Images and words from my life.

Tuesday, December 19, 2006

Childless, Childfree, or With Child...



I posted a somewhat sharp comment on Raul's blog yesterday, and got not only a response from Raul but from another reader. I was taking issue with Raul's use of "childless," being somewhat hyper sensitive to the word and the negative connotation I was hit with.

I'd love to have kids. I'd love to be confident that I was stable enough and my meager income and partner with a disability could provide every positive moment possible for even one child in our home. We had dreams of children, but current circumstances scream NO KIDS to us right now. We're 38 and 39, and we struggle. Being a gay male couple, it's more than just a matter of not using birth control. Much more.

What do you think? Does "childless" fall into the same house as "homeless" and "tasteless"? Is "childfree" too far in the other direction, as if children were a burden to be avoided, like sugar in sugarfree gum? What about "non-childed"? What about me growing thicker skin?

I deeply admire Raul's blog and his writing, but I just had to comment honestly.

4 Comments:

Blogger Kuntry Konfession said...

kids are awesome! inreality though, they do have to come first before your needs...which can be somewhat challenging. i think it is wonderful that you are sensitive to where you are standing now...and what needs you must have in order for a child, you and yor lovah to be "comfortable"...
how easy it would be if we can plan things to the "t". yet, things unplanned always seems to somewhat fall into it's own place as if they were totally meant to be!
i don't think there is anything wrong with folks who choose to become a parent or folks who choose not to have children. (though i do have issues with folks who have kids for all the wrong reasons!)
but it does take a village to raise a kid.....and whether we choose to or not, in the end...we are responsible for that kid sleeping in the house, to that kid, that lives down the road, and that kid in the other side of the continent.
you are a dad, a mentor, a hero, a protector to someone, even if that kid is not of your own blood.

9:50 AM

 
Blogger Unknown said...

As a childfree person, I can tell you that most truly childfree people will identify themselves as childfree and NOT childless.

Childless, however, is the term that many with children (or wannabe parents) would like childfree people to call themselves, because 1) they themselves aren't comfortable with the term and 2) they see only the lack of children.
Childless denotes a "lack", as does anything with "...less" attached to it. Childfree denotes a deliberate choice NOT to have children - for whatever reason. And, yes, freedom from kids and all the implications that come with them.

Childfree is not a person waiting to have children, or filling in time before they have them or even a fence-sitter. It is a mindset, where the decision has been made not to procreate and to remain free of kids in terms of giving birth to them, or parenting them. Does not mean kids don't play a part in a childfree person's life. And, while many childfree people like kids and simply don't want thier own, many do not like kids at all, and they are perfectly entitled.

Many people fail to grasp this difference, but childfree people get it. You can find out lots more about what Childfree really means on my blog Like It Is if you're interested.

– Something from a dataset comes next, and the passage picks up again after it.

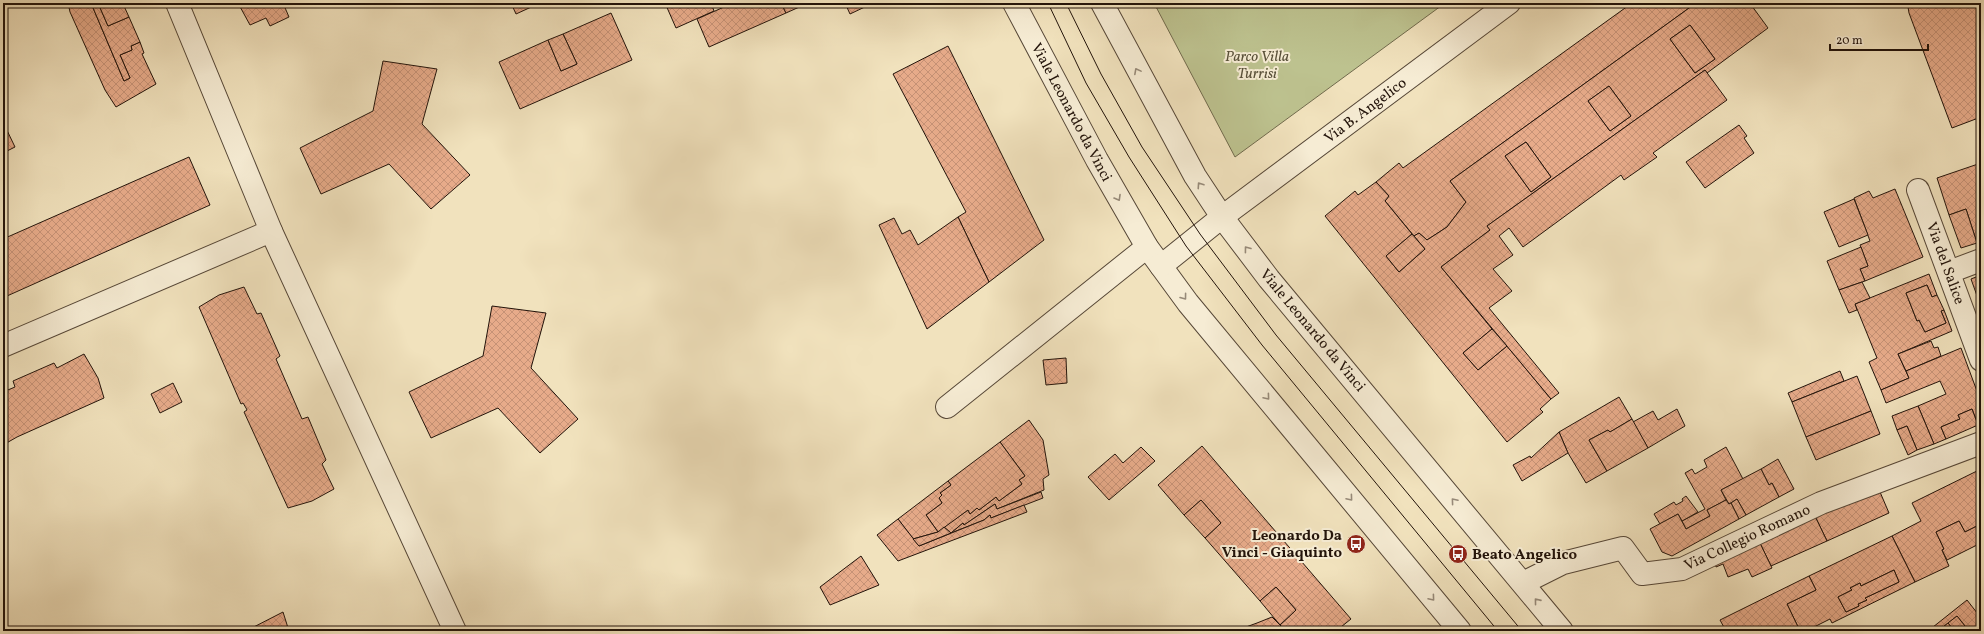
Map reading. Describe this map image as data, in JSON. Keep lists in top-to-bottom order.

As a childfree woman though, I really don't care whether childed folk "like" what I call myself, particularly when they're busy telling me why I should have kids no matter what... If they don't like it, it's their problem not mine. And I also don't see why any childfree person should be called "non" anything.

4:45 PM

 
Anonymous Anonymous said...

By the way the name should be Britgirl (not Birtgirl) not sure why it was appearing as Birtgirl!!)

4:49 PM

 
Anonymous Anonymous said...

Sounds to me you are hyper sensitized to by your situation--wanting children but not thinking you could care for them... I personally don't think either childless or childfree have any particular negative connotations. When I head the word childless couple, I just think the couple doesn't have children. Period. Fact, not that they might want children and can't have them, or not that they choose not to have children, or shouldn't have childred. For me it's a neutral term. Unlike britgirl I don't think it means that people only see the lack of children. And I don't feel any prejudice implied in it. For me it's a descriptive term.

I have only heard childfree as self discription. Usually it is used by people that don't think about kids for whatever reason, actively don't want kids, and or sometimes have distain for kids and people with kids... that last category is same type of person who use the word breeders to describe straight couples. So if anything childfree is often the more implicitly judgmental term although only obtusely because they are declaring themselves proudly childfree. For that last category who use the term judgmentally, the judgment is for the poor slobs who are so weak and stupid that they fall into societies conventions.

Childfree I think lives in the same box as differentlyabled and other overly politically correct jargon that tortures the dictionary. "Childed" lives in the same place btw.

I have no children. I am childless and quite happy about it, but I bear those people with kids no ill will. Those little people are our future after all.